When president Nkurunziza announced his intention to run for a third term, serious unrest exploded in the streets of Bujumbura. In the last three weeks, violent clashes with the police have triggered fears of a new civil war and destabilisation of the entire African Great Lakes region. So far, the international community has been unable to calm the situation and over 110,000 Burundians have already fled the country. The Oxford Central Africa Forum hosted a round-table on the 15th of May to examine the causes of the current situation and discuss the prospects for peace and democracy in Burundi and the region. It gathered six researchers who have conducted fieldwork in Burundi:
- Professor Patricia Daley, School of Geography and the Environment [PD]
- Dr Andrea Purdekova, African Studies Centre [AP]
- Dr Olivier Sterck, Centre for the Study of African Economies [OS]
- Rowan Popplewell, School of Geography and the Environment [RP]
- Jean-Benoît Falisse, Department of International Development [JBF]
- Benjamin Chemouni, Department of International Development, London School of Economics [BC]
We present some of their analysis and findings here in a short series of three articles. In this first post, we explore the forces present on the ground.
The power balance between the forces present on the ground is obviously a key determinant in the current crisis. In this first section, the panellists sought to better understand some of the key forces in current crisis and address, among others, the following questions: Who are the protesters? What is the political opposition doing and how is it different from the civil society? What is the role of the army and the police?

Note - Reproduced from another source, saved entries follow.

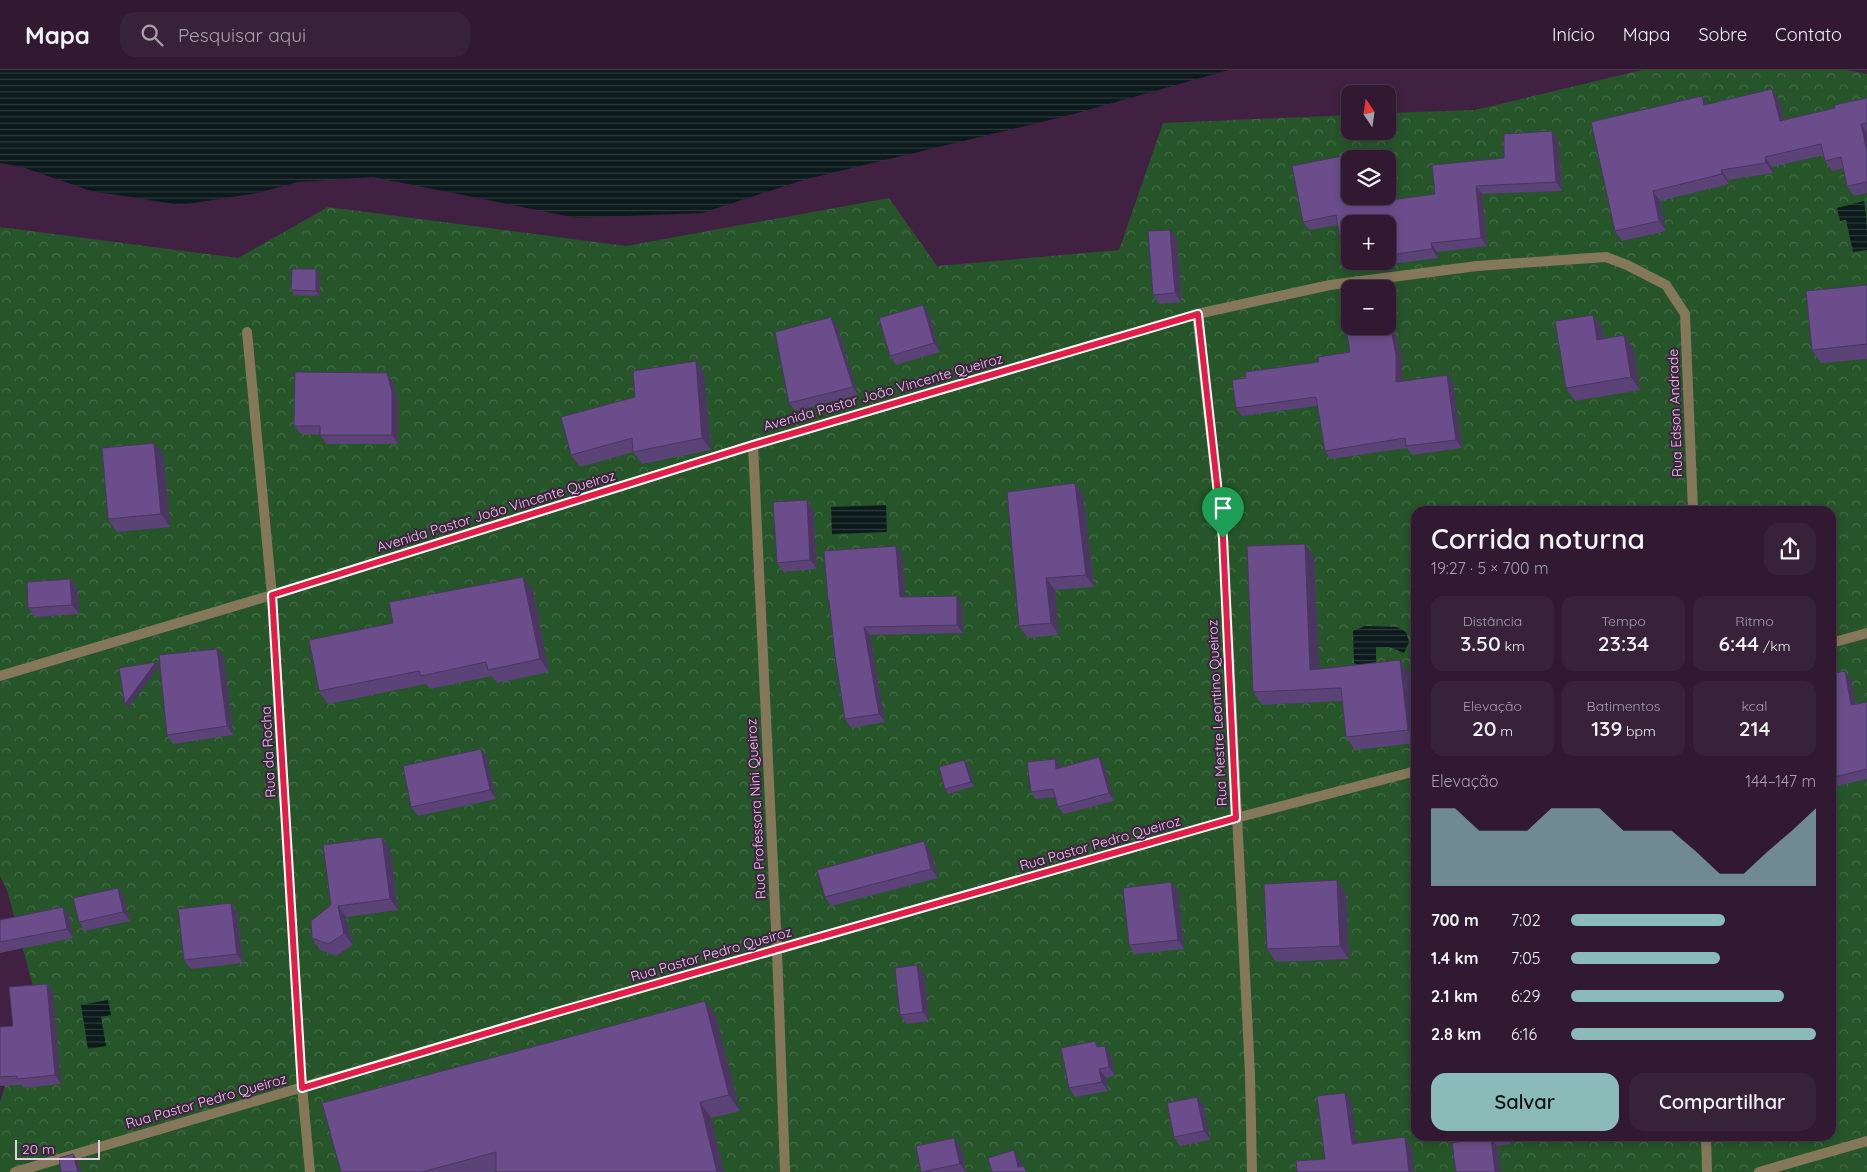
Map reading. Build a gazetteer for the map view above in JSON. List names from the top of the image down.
{
  "streets": {
    "street": [
      "Avenida Pastor João Vincente Queiroz",
      "Rua Edson Andrade",
      "Rua Mestre Leontino Queiroz",
      "Rua da Rocha",
      "Rua Professora Nini Queiroz",
      "Rua Pastor Pedro Queiroz"
    ]
  },
  "crossings": [
    ["Avenida Pastor João Vincente Queiroz", "Rua Edson Andrade"],
    ["Avenida Pastor João Vincente Queiroz", "Rua Mestre Leontino Queiroz"],
    ["Avenida Pastor João Vincente Queiroz", "Rua da Rocha"],
    ["Avenida Pastor João Vincente Queiroz", "Rua Professora Nini Queiroz"],
    ["Rua Mestre Leontino Queiroz", "Rua Pastor Pedro Queiroz"],
    ["Rua da Rocha", "Rua Pastor Pedro Queiroz"],
    ["Rua Professora Nini Queiroz", "Rua Pastor Pedro Queiroz"]
  ],
  "scale_bar": "20 m",
  "north": "top",
  "page": {
    "header": "Mapa",
    "search": "Pesquisar aqui",
    "nav": [
      "Início",
      "Mapa",
      "Sobre",
      "Contato"
    ],
    "map_buttons": ["+", "−"],
    "heading": ["Corrida noturna", "19:27 · 5 × 700 m"],
    "stats": [
      ["Distância", "3.50 km"],
      ["Tempo", "23:34"],
      ["Ritmo", "6:44 /km"],
      ["Elevação", "20 m"],
      ["Batimentos", "139 bpm"],
      ["kcal", "214"]
    ],
    "chart": ["Elevação", "144–147 m"],
    "list": [
      {
        "name": "700 m",
        "note": "7:02"
      },
      {
        "name": "1.4 km",
        "note": "7:05"
      },
      {
        "name": "2.1 km",
        "note": "6:29"
      },
      {
        "name": "2.8 km",
        "note": "6:16"
      }
    ],
    "buttons": ["Salvar", "Compartilhar"],
    "scale": "20 m"
  }
}
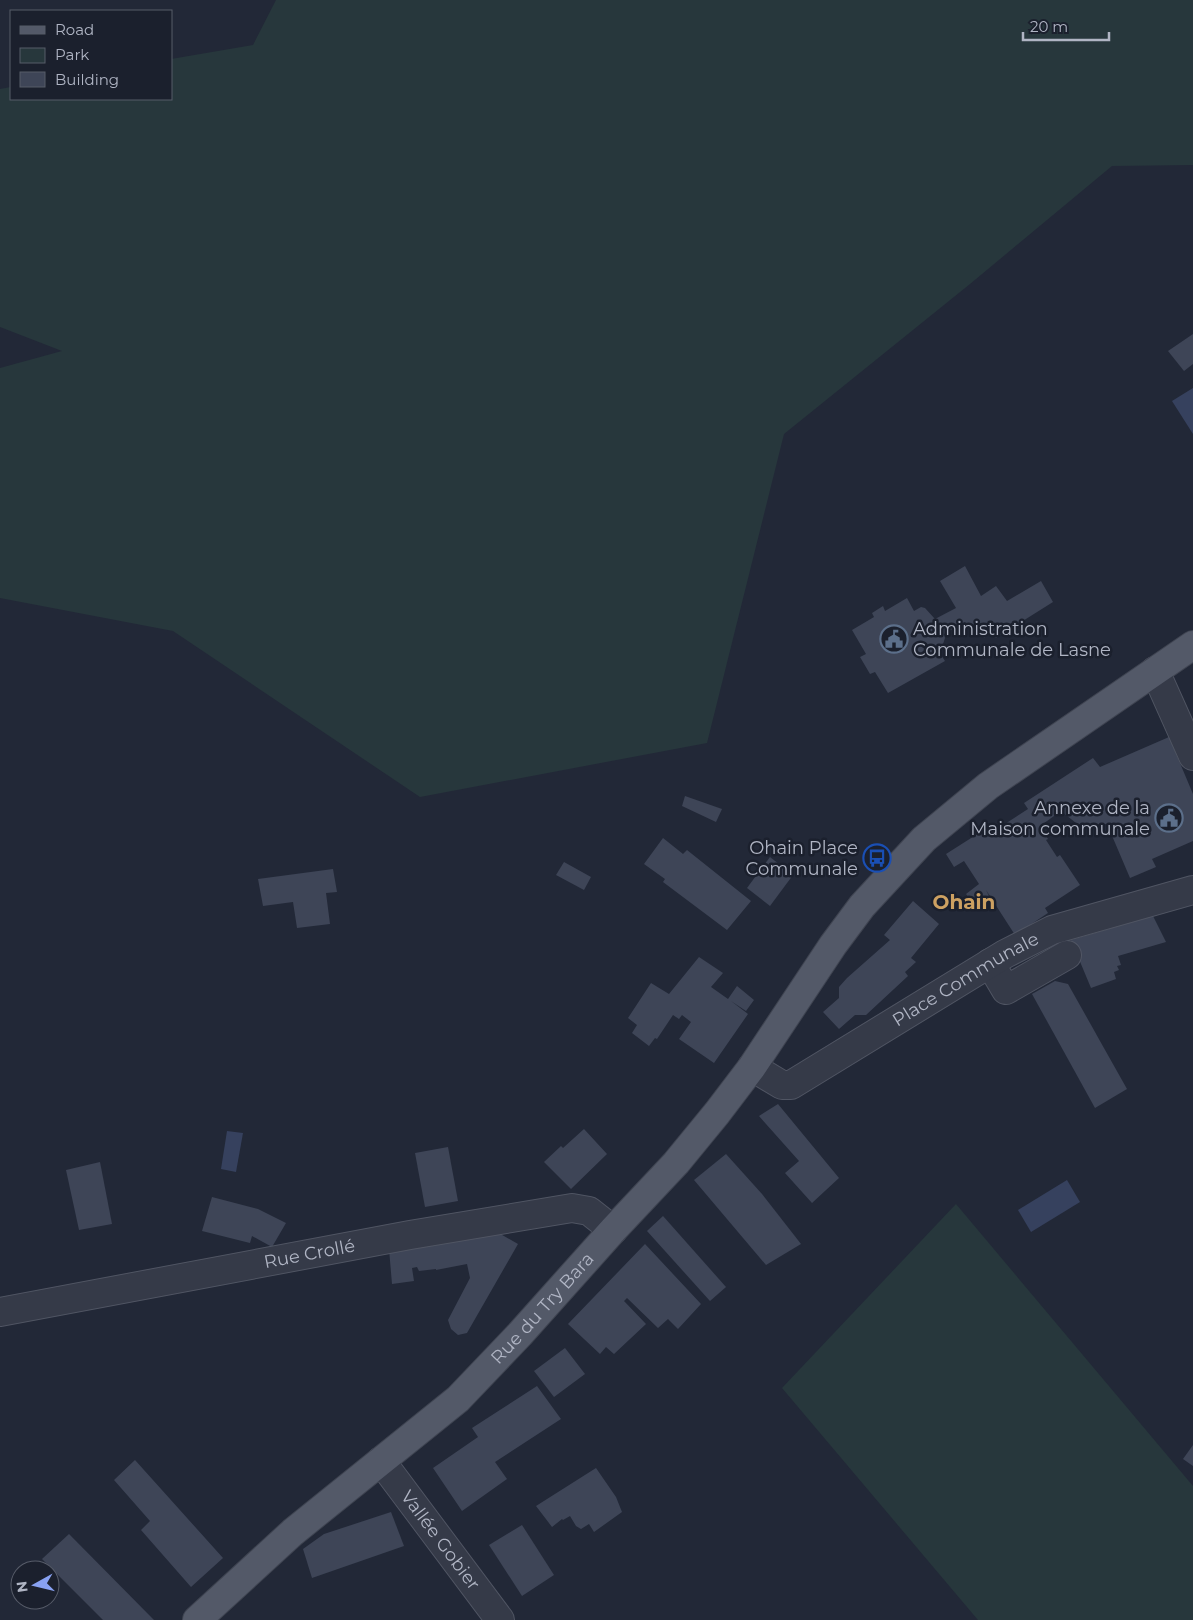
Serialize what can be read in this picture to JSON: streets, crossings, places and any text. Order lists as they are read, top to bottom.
{
  "streets": {
    "main road": ["Rue du Try Bara"],
    "street": ["Place Communale", "Rue Crollé", "Vallée Gobier"]
  },
  "crossings": [
    ["Place Communale", "Rue du Try Bara"],
    ["Rue Crollé", "Rue du Try Bara"],
    ["Rue du Try Bara", "Vallée Gobier"]
  ],
  "districts": ["Ohain"],
  "places": {
    "public building": ["Administration Communale de Lasne", "Annexe de la Maison communale"],
    "bus stop": ["Ohain Place Communale"]
  },
  "legend": ["Road", "Park", "Building"],
  "scale_bar": "20 m",
  "north": "left"
}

So far most of the protests have been concentrated in Bujumbura, with a few incidents reported in the Mugamba region and in Burundi’s second city, Gitega. The protesters mostly come from the city but they have included both Hutu and Tutsi, a lot of young people and students and also, on some days, women and middle-aged people. Virtually all the neighbourhoods (communes) of Bujumbura have been affected, with particularly explosive situations in Musaga, Cibitoke, and Nyakabiga. The situation in the countryside is harder to analyse, especially since a prime source of information, the independent media, has been shut down by the government and their facilities were destroyed during the coup attempt. Historically, Pierre Nkurunziza and the CNDD-FDD have had a strong support in the countryside, and since the beginning of the protests the government has maintained that “99% of the country is peaceful”. Yet, the 110,000 Burundians who have fled the country are mostly not from Bujumbura, which seems to indicate that the situation is also very tense, and potentially violent, in the countryside. Efforts to map the current violence show a few incidents in the countryside as well. [JBF]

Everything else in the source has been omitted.